Welcome back John Gotto, who will expand his volunteer role this season by assisting us two days a month in the Kingston lab, as we process samples for the Catskill, Esopus, Rondout and Wallkill projects. John is a Ph.D. biologist and professor who volunteers with the Wallkill River Watershed Alliance, including in the identification of algal genera associated with last summer’s cyanobacteria blooms.

Angel Montero takes dissolved oxygen readings in the East River in 2016. (Photo by Leah Rae / Riverkeeper)

Welcome back to the many students working with Greg O’Mullan at CUNY Queens who assist in collecting and analyzing data we gather for various research and monitoring projects.
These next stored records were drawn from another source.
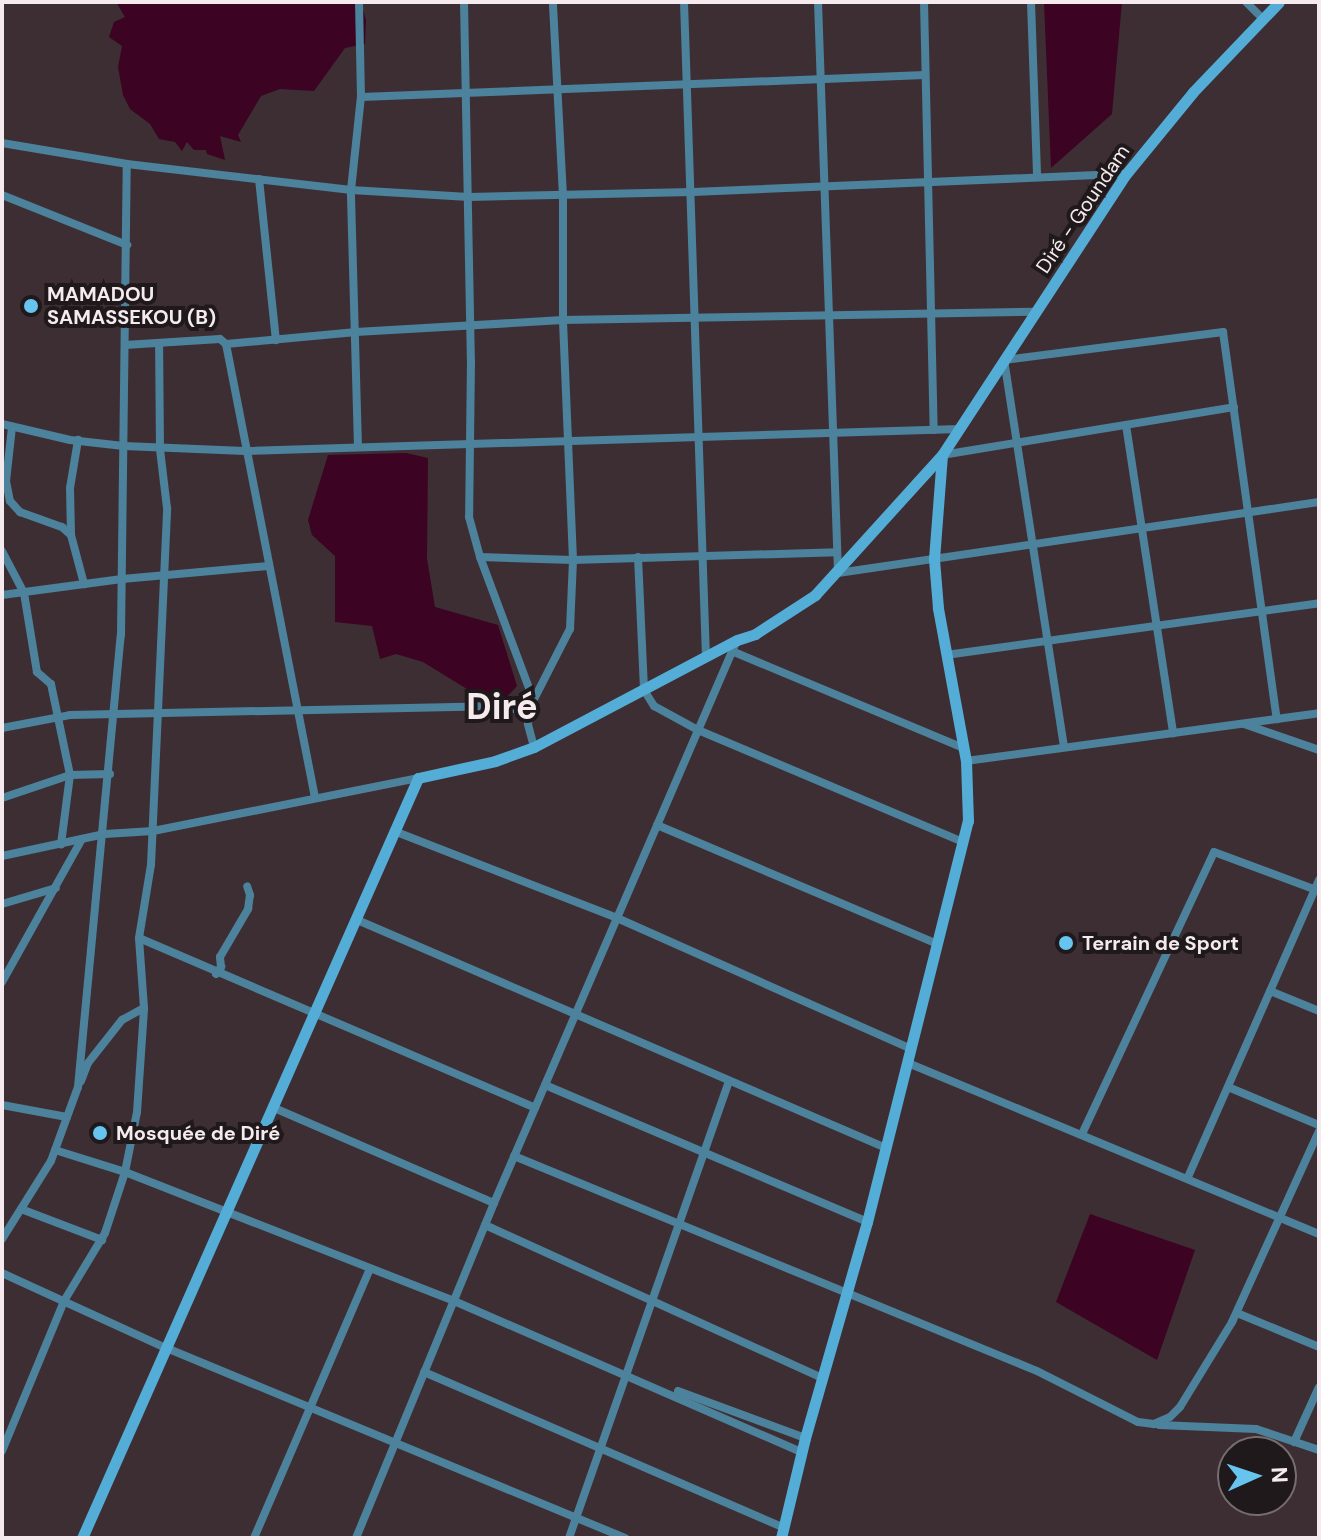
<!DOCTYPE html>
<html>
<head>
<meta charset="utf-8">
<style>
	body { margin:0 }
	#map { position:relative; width:1321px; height:1540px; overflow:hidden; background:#3d2e34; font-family:"DM Sans",sans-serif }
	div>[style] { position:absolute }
	.water>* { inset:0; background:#3c0323 }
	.street>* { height:8px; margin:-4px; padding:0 4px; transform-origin:4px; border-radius:4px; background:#4c829b }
	.secondary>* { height:11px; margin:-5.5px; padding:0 5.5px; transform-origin:5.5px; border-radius:5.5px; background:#53add6 }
	.dots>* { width:22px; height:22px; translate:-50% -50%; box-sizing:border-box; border:4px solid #1f191b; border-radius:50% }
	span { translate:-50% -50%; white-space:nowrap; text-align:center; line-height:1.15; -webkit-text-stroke:8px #1f191b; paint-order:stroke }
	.street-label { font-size:20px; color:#f5ebef }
	.poi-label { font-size:20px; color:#f5ebef; font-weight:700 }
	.left { translate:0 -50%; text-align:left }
	.town-label { font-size:36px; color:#f5ebef; font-weight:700 }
	.frame { position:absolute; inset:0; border:4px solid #f5ebef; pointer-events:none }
	.north { position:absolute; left:1217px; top:1436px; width:80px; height:80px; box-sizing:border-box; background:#1f191b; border:2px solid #756d70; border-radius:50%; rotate:87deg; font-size:22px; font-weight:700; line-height:32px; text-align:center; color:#f5ebef }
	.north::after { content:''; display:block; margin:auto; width:28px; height:36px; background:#66c4ef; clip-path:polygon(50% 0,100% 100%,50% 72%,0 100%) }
</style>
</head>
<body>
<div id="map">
	<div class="water">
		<i style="clip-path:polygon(116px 2px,361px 2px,366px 20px,365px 44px,345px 48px,314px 91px,280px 89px,261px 96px,238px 135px,241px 142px,220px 136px,225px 160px,207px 154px,206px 150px,194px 150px,187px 142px,182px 151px,175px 142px,159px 139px,150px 124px,130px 109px,123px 95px,118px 67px,122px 46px,109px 37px,114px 22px,125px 17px)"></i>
		<i style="clip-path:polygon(1044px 2px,1122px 2px,1112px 114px,1051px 168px)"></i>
		<i style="clip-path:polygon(406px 453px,428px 458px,427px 559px,435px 607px,498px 625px,517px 686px,505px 699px,467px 689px,423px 662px,396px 654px,380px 659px,372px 626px,335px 622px,335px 556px,312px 535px,308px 520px,328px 455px)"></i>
		<i style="clip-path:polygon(1090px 1214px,1195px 1250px,1157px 1360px,1056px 1302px)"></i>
	</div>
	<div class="street">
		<i style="left:464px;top:2px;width:359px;rotate:88.9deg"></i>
		<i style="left:471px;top:361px;width:156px;rotate:90.7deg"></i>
		<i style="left:469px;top:517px;width:41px;rotate:74.6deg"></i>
		<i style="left:480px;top:557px;width:152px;rotate:69.5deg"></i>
		<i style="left:684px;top:2px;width:655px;rotate:88.08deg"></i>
		<i style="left:818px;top:2px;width:571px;rotate:87.99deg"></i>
		<i style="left:838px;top:573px;width:486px;rotate:-8.4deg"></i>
		<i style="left:924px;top:2px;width:428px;rotate:88.7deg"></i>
		<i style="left:1031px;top:2px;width:175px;rotate:88deg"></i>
		<i style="left:1246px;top:2px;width:23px;rotate:45deg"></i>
		<i style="left:361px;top:97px;width:564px;rotate:-2.23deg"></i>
		<i style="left:2px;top:143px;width:127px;rotate:9.5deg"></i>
		<i style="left:127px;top:164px;width:226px;rotate:6.6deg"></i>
		<i style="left:351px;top:190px;width:118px;rotate:3.4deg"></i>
		<i style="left:469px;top:197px;width:224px;rotate:-1.3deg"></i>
		<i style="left:693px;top:192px;width:433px;rotate:-2.4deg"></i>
		<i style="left:259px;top:179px;width:162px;rotate:84deg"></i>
		<i style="left:2px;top:195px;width:135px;rotate:21.8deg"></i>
		<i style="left:226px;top:344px;width:131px;rotate:-5.3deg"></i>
		<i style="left:356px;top:332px;width:207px;rotate:-3.3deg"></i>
		<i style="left:563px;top:320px;width:473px;rotate:-1deg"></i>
		<i style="left:125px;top:345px;width:95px;rotate:-3.6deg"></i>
		<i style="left:220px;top:339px;width:8px;rotate:40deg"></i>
		<i style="left:226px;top:344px;width:462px;rotate:78.9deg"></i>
		<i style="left:2px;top:424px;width:70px;rotate:13.2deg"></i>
		<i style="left:70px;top:440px;width:54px;rotate:6.3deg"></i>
		<i style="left:124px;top:446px;width:121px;rotate:2.4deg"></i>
		<i style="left:245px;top:451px;width:715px;rotate:-1.76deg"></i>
		<i style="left:1126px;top:425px;width:312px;rotate:81.3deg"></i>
		<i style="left:12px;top:427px;width:54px;rotate:96.3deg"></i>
		<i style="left:6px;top:481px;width:20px;rotate:79deg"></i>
		<i style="left:10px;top:501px;width:15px;rotate:48deg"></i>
		<i style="left:20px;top:512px;width:45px;rotate:19.7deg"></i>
		<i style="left:62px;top:527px;width:12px;rotate:42deg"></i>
		<i style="left:71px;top:535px;width:51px;rotate:75.1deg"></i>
		<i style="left:358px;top:447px;width:257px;rotate:-91.6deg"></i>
		<i style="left:351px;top:190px;width:94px;rotate:-83.9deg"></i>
		<i style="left:361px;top:97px;width:95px;rotate:-91.2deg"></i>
		<i style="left:942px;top:455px;width:296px;rotate:-9.3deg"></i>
		<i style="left:71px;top:535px;width:47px;rotate:-91.2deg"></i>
		<i style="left:70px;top:488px;width:49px;rotate:-80.5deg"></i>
		<i style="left:2px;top:551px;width:47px;rotate:62.4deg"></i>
		<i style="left:24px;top:593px;width:80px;rotate:80.7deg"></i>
		<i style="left:37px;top:672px;width:18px;rotate:41deg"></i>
		<i style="left:51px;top:684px;width:93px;rotate:78.2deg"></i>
		<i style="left:70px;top:775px;width:70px;rotate:97.4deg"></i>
		<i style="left:480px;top:557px;width:93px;rotate:1.8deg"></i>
		<i style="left:573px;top:560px;width:264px;rotate:-1.7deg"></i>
		<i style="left:638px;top:557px;width:133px;rotate:87.4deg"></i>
		<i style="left:644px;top:690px;width:19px;rotate:58deg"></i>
		<i style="left:654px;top:706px;width:50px;rotate:28.6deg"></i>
		<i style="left:698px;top:730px;width:288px;rotate:22.9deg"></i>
		<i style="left:2px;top:595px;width:121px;rotate:-7.6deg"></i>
		<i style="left:122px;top:579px;width:147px;rotate:-5.1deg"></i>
		<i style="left:734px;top:652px;width:249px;rotate:22.7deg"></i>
		<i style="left:946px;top:655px;width:377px;rotate:-7.9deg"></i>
		<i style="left:1244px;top:724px;width:79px;rotate:19.1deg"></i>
		<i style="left:2px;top:728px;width:69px;rotate:-10.8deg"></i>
		<i style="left:70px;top:715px;width:420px;rotate:-1.2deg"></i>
		<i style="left:490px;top:706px;width:40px;rotate:7.1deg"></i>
		<i style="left:534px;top:747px;width:24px;rotate:-105deg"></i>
		<i style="left:528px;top:724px;width:17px;rotate:-83deg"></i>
		<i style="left:530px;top:707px;width:88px;rotate:-62.9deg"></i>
		<i style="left:570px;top:629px;width:69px;rotate:-87.5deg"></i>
		<i style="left:573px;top:560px;width:240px;rotate:-92.4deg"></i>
		<i style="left:563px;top:320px;width:124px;rotate:-90deg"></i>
		<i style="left:563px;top:196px;width:194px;rotate:-93deg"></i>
		<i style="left:1064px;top:747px;width:392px;rotate:-98.8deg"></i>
		<i style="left:1004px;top:360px;width:221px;rotate:-7.3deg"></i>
		<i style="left:1223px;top:332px;width:391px;rotate:82.1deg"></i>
		<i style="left:966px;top:761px;width:356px;rotate:-7.7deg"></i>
		<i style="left:2px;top:798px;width:72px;rotate:-18.7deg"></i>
		<i style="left:70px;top:775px;width:40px;rotate:-1.4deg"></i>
		<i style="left:657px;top:825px;width:305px;rotate:23deg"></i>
		<i style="left:394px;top:831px;width:239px;rotate:21.3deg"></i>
		<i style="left:617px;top:918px;width:322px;rotate:24deg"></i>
		<i style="left:2px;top:856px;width:105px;rotate:-12.1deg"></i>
		<i style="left:105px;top:834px;width:48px;rotate:-3.6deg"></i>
		<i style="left:153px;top:831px;width:270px;rotate:-11.3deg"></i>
		<i style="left:2px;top:904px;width:56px;rotate:-16.5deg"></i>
		<i style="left:355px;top:919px;width:578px;rotate:23.33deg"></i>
		<i style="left:139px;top:938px;width:431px;rotate:23.2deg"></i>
		<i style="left:216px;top:974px;width:9px;rotate:-54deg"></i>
		<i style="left:221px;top:967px;width:10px;rotate:-96deg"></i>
		<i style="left:220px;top:957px;width:56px;rotate:-59.7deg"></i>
		<i style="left:248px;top:909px;width:14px;rotate:-82deg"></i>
		<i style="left:250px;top:895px;width:9px;rotate:-108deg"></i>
		<i style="left:2px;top:982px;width:164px;rotate:-60.8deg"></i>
		<i style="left:1270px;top:991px;width:53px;rotate:22.2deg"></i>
		<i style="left:908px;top:1063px;width:445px;rotate:22.6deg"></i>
		<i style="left:81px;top:1081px;width:19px;rotate:-69deg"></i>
		<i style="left:88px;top:1063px;width:55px;rotate:-51.7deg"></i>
		<i style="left:122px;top:1020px;width:25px;rotate:-29deg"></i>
		<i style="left:545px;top:1085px;width:350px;rotate:23deg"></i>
		<i style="left:1228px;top:1087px;width:99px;rotate:22.7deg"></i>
		<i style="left:2px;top:1105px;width:66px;rotate:10.5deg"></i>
		<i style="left:272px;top:1107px;width:242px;rotate:23.4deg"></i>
		<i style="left:1082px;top:1134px;width:311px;rotate:-64.9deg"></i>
		<i style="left:1214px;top:852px;width:112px;rotate:20.4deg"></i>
		<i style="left:55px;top:1150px;width:73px;rotate:17.4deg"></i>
		<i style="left:125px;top:1172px;width:353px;rotate:21.4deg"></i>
		<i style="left:454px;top:1301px;width:378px;rotate:23.5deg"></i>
		<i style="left:514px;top:1156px;width:565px;rotate:22.35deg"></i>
		<i style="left:1037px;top:1371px;width:113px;rotate:26.8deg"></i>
		<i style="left:1138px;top:1422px;width:16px;rotate:7deg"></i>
		<i style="left:1154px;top:1424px;width:17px;rotate:-24deg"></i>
		<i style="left:1170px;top:1417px;width:14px;rotate:-45deg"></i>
		<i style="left:1180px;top:1407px;width:100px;rotate:-58.5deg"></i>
		<i style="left:1232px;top:1322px;width:210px;rotate:-65.5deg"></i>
		<i style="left:1188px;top:1177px;width:325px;rotate:-66.2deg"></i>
		<i style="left:21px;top:1209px;width:87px;rotate:20.9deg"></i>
		<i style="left:485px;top:1225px;width:370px;rotate:24.4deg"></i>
		<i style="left:2px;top:1239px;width:92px;rotate:-57.9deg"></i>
		<i style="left:51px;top:1161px;width:79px;rotate:-70deg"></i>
		<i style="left:78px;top:1087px;width:454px;rotate:-84.6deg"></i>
		<i style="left:121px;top:635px;width:471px;rotate:-89.3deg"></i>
		<i style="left:2px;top:1273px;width:178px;rotate:24.6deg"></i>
		<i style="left:164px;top:1347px;width:499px;rotate:22.5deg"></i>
		<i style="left:1237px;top:1313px;width:89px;rotate:22.5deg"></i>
		<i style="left:424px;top:1372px;width:392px;rotate:23.4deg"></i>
		<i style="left:678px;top:1391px;width:135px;rotate:20.3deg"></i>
		<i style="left:1159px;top:1425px;width:97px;rotate:2.4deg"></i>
		<i style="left:1256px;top:1429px;width:66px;rotate:18.4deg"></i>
		<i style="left:1294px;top:1442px;width:60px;rotate:-65.6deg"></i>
		<i style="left:2px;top:1451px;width:162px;rotate:-67.5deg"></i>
		<i style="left:64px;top:1301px;width:79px;rotate:-58.9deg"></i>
		<i style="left:105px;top:1233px;width:64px;rotate:-71.8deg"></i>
		<i style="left:125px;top:1172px;width:61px;rotate:-78.7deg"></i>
		<i style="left:137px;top:1112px;width:104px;rotate:-86.1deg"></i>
		<i style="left:144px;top:1008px;width:70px;rotate:-94.1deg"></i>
		<i style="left:139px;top:938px;width:74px;rotate:-80.7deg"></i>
		<i style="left:151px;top:865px;width:357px;rotate:-87.4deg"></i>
		<i style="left:167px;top:508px;width:59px;rotate:-96.8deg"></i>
		<i style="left:160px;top:449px;width:105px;rotate:-90.5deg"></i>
		<i style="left:254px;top:1538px;width:293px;rotate:-66.7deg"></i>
		<i style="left:356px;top:1538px;width:362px;rotate:-67.6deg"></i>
		<i style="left:494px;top:1203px;width:613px;rotate:-66.65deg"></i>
		<i style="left:569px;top:1538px;width:482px;rotate:-70.7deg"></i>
	</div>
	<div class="secondary">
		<i style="left:82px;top:1538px;width:831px;rotate:-66.15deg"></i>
		<i style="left:418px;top:778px;width:79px;rotate:-12.4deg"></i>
		<i style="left:495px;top:761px;width:41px;rotate:-19.7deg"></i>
		<i style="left:534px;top:747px;width:229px;rotate:-27.8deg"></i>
		<i style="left:737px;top:640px;width:19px;rotate:-18deg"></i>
		<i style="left:755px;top:634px;width:72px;rotate:-33deg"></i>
		<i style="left:815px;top:595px;width:189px;rotate:-47.8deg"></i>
		<i style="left:942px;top:455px;width:336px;rotate:-56.8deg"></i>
		<i style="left:1126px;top:174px;width:106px;rotate:-50.7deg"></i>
		<i style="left:1193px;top:92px;width:124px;rotate:-46.3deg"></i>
		<i style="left:781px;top:1538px;width:103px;rotate:-76.5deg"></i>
		<i style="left:805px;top:1438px;width:225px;rotate:-74deg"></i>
		<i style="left:867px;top:1222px;width:414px;rotate:-75.9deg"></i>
		<i style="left:968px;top:821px;width:60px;rotate:-91.9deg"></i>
		<i style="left:966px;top:761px;width:156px;rotate:-100.4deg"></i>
		<i style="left:938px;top:608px;width:49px;rotate:-94.7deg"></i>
		<i style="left:934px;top:559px;width:104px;rotate:-85.6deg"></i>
	</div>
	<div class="dots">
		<i style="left:31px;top:306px;background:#66c4ef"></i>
		<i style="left:1066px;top:943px;background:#66c4ef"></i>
		<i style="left:100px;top:1133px;background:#66c4ef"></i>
	</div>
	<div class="street-label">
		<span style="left:1083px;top:209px;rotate:-56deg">Diré - Goundam</span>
	</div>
	<div class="poi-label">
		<span class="left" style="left:47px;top:306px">MAMADOU<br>SAMASSEKOU (B)</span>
		<span class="left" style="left:1082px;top:943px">Terrain de Sport</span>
		<span class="left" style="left:116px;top:1133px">Mosquée de Diré</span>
	</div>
	<div class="town-label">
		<span style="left:502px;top:707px">Diré</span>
	</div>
	<div class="frame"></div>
	<div class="north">N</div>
</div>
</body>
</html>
These include Angel Montero and Anna Turercaia, who are assisting with our East River projects; Elizabeth Farrell, who is studying land use and microbial DNA across multiple watersheds; Roman Reichert, who is studying microbial DNA in the Hudson Estuary; Brian Brigham, who is completing a study of the connections between sewage discharge and greenhouse gases production in the estuary; as well as David Jofat, Anju Singh and Isabel Riano, who have been providing general assistance on multiple water quality projects and outreach activities.

Welcome several students working with Andy Juhl at Columbia University’s Lamont Doherty Earth Observatory. Arianna Medina and Elise Myers will be studying how persistence of bacterial pathogens is influenced by particle association. Elise will incorporate these results into a model of bacterial transport she is constructing for the Hudson. Kayley You Mak is studying the effects of crude oil on bacteria and phytoplankton in the Hudson.

Jason Ratchford with Capt. John Lipscomb. (Photo courtesy SUNY Cobleskill)

Congratulations to Jason Ratchford, who has assisted Riverkeeper in gathering and processing Mohawk River samples in 2015 and 2016. A SUNY Cobleskill graduate, Jason received the Chancellor’s Award for Student Excellence, in part because of the independent research projects he performed, including his work with Riverkeeper. He is starting work at Hudson Valley Fish Farms.

Congratulations to Beckett Lansbury, who assisted Riverkeeper last summer in our Kingston lab at the Hudson River Maritime Museum, processing samples from the Catskill, Esopus, Rondout and Wallkill Rivers. A Bard College graduate, Beckett is spending the summer as a research assistant with the Cary Institute, studying tick ecology and tick-borne disease, before returning to Bard, where he’s been accepted into the Master of Arts in Teaching program.

Finally, a shout out and thank you to Daniel Clark, owner of Prime Print Shop, who is printing for free signs we’ll use to mark the location of our lab inside the Hudson River Maritime Museum in Kingston. Soon museum guests will know what’s going on at the top of the spiral staircase!